Friday, March 4, 2011

Depressing News from Libya Tuareg mercenaries joining the battle on the wrong side, Le Clézio , 2002 Nobel Lauriate Literature, Desert

I am really sad, but not surprised, by today's news that many Tuareg men are joining the mercenary forces of Muammar Gadaffi in Libya.  The Tuareg are the desert people of the Sahara Region across North Africa.  Surviving the Sahara is not for the weak and the Tuareg are a tough people living in horrible poverty with little hope for a better future, a fighting tradition and a tendency to take the money regardless of the side.  The Tuareg have a history of rebellion and violence and as a desert people they rarely make the news. 

In 2008 I acquired two music Cd's representing Sahara Desert (Tuareg) Blues. Terakaft, akh issudar and Imidiwan, Companions.  The music is great but I didn't know much about the Tuareg, desert people, other than what I learned via reviews of the Cd's.  Both music groups were described as ex-mercenaries now crafting desert blues.  I decided to learn more about the Tuareg people and searched for some books, either non-fiction or fiction, that would educate me on these desert people and their culture.

Timing being everything, I duly noted the announcement of the 2008 Nobel Prize in Literature, J.M.G. Le Clézio ,  a French writer closely connected to North Africa.  I immediately acquired his novel, Desert, A Verba Mundi Book, David R. Godine, Boston, Publisher, translated by C. Dickson, 2009.  While the paperback is in print only a handful of the hardcover first edition, first printing are available (here) and scarcity is driving the price up!

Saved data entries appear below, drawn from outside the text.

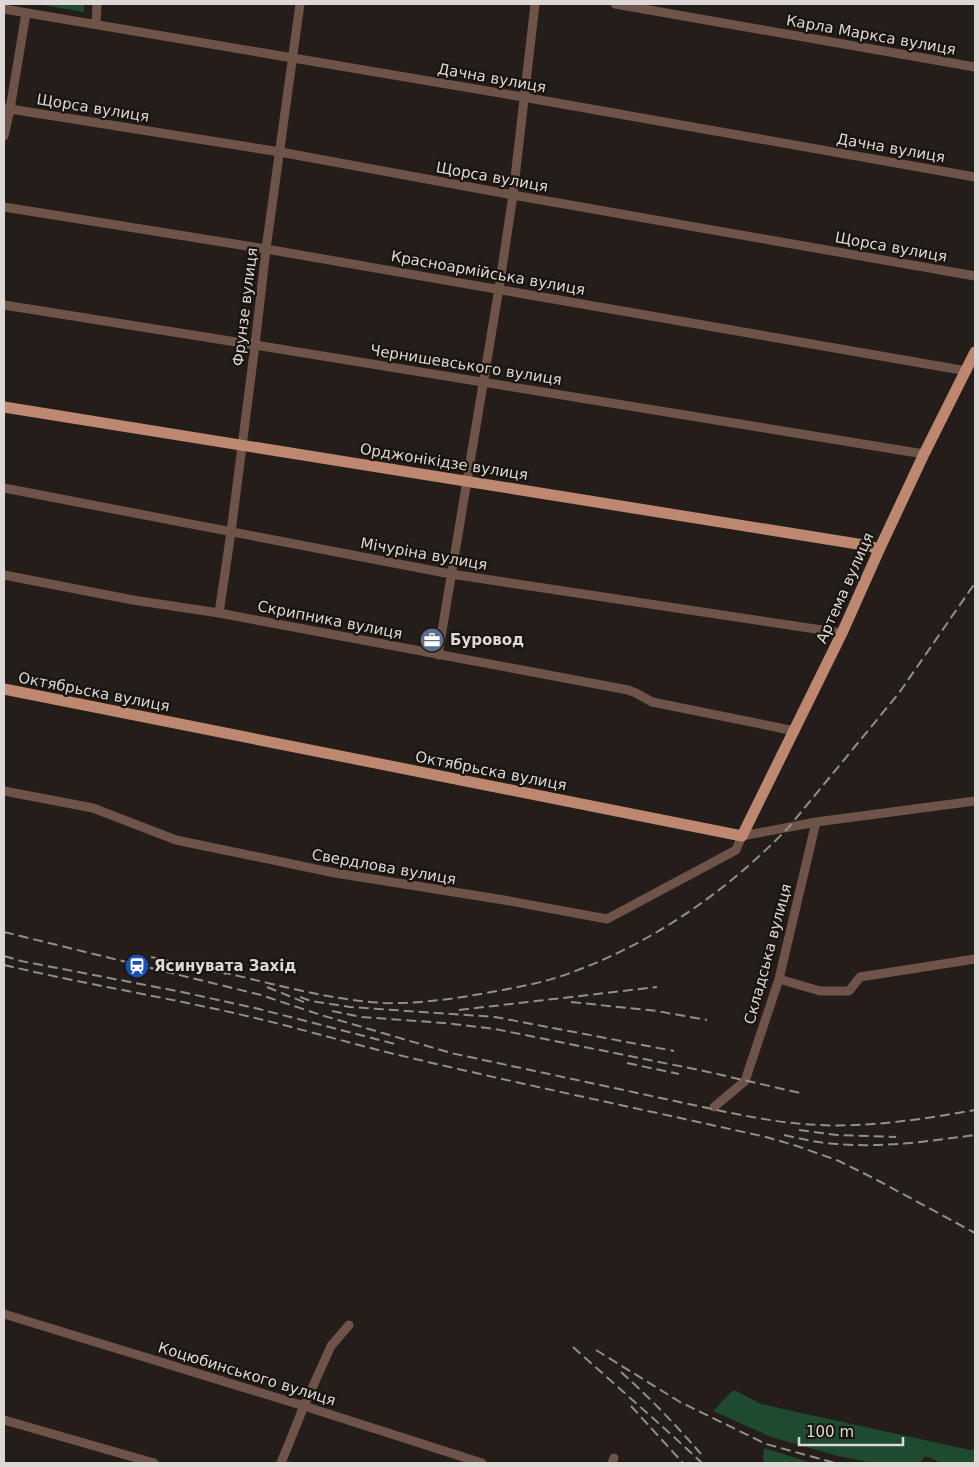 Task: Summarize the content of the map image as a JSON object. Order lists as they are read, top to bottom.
{
  "streets": {
    "main road": ["Орджонікідзе вулиця", "Артема вулиця", "Октябрьска вулиця"],
    "street": [
      "Карла Маркса вулиця",
      "Дачна вулиця",
      "Щорса вулиця",
      "Красноармійська вулиця",
      "Фрунзе вулиця",
      "Чернишевського вулиця",
      "Мічуріна вулиця",
      "Скрипника вулиця",
      "Свердлова вулиця",
      "Складська вулиця",
      "Коцюбинського вулиця"
    ]
  },
  "crossings": [
    ["Дачна вулиця", "Фрунзе вулиця"],
    ["Щорса вулиця", "Фрунзе вулиця"],
    ["Красноармійська вулиця", "Фрунзе вулиця"],
    ["Красноармійська вулиця", "Артема вулиця"],
    ["Фрунзе вулиця", "Чернишевського вулиця"],
    ["Фрунзе вулиця", "Орджонікідзе вулиця"],
    ["Фрунзе вулиця", "Мічуріна вулиця"],
    ["Фрунзе вулиця", "Скрипника вулиця"],
    ["Чернишевського вулиця", "Артема вулиця"],
    ["Орджонікідзе вулиця", "Артема вулиця"],
    ["Мічуріна вулиця", "Артема вулиця"],
    ["Артема вулиця", "Скрипника вулиця"],
    ["Артема вулиця", "Октябрьска вулиця"],
    ["Артема вулиця", "Свердлова вулиця"],
    ["Октябрьска вулиця", "Свердлова вулиця"],
    ["Октябрьска вулиця", "Складська вулиця"]
  ],
  "places": {
    "office": ["Буровод"],
    "station": ["Ясинувата Захід"]
  },
  "scale_bar": "100 m"
}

Desert traces the lives of the desert people, "the blue men," and "the last free men" as they try to survive the coming age of colonization and bitter war beginning prior to World War I.  A second tract in the novel explores the life of Lalla, her ancestors were the blue men, and her escape from Morocco and a forced marriage through her survival as a poor immigrant in Marseilles, France and her eventual career success and fame as a model.  This is a powerful novel, considered one of  Le Clézio's finest, and provides deep insight into the culture and history of the desert people, the Tuareg.  The novel won the innagural Gran Prix Paul Morand prize given by the Académie Française in 1980 and the 2009 release is the first English translation.   

While I am deeply saddened by the poverty and bleak future of the Tuareg people, the mercenary life has no future and only peace, stability and a return to freedom will save them now.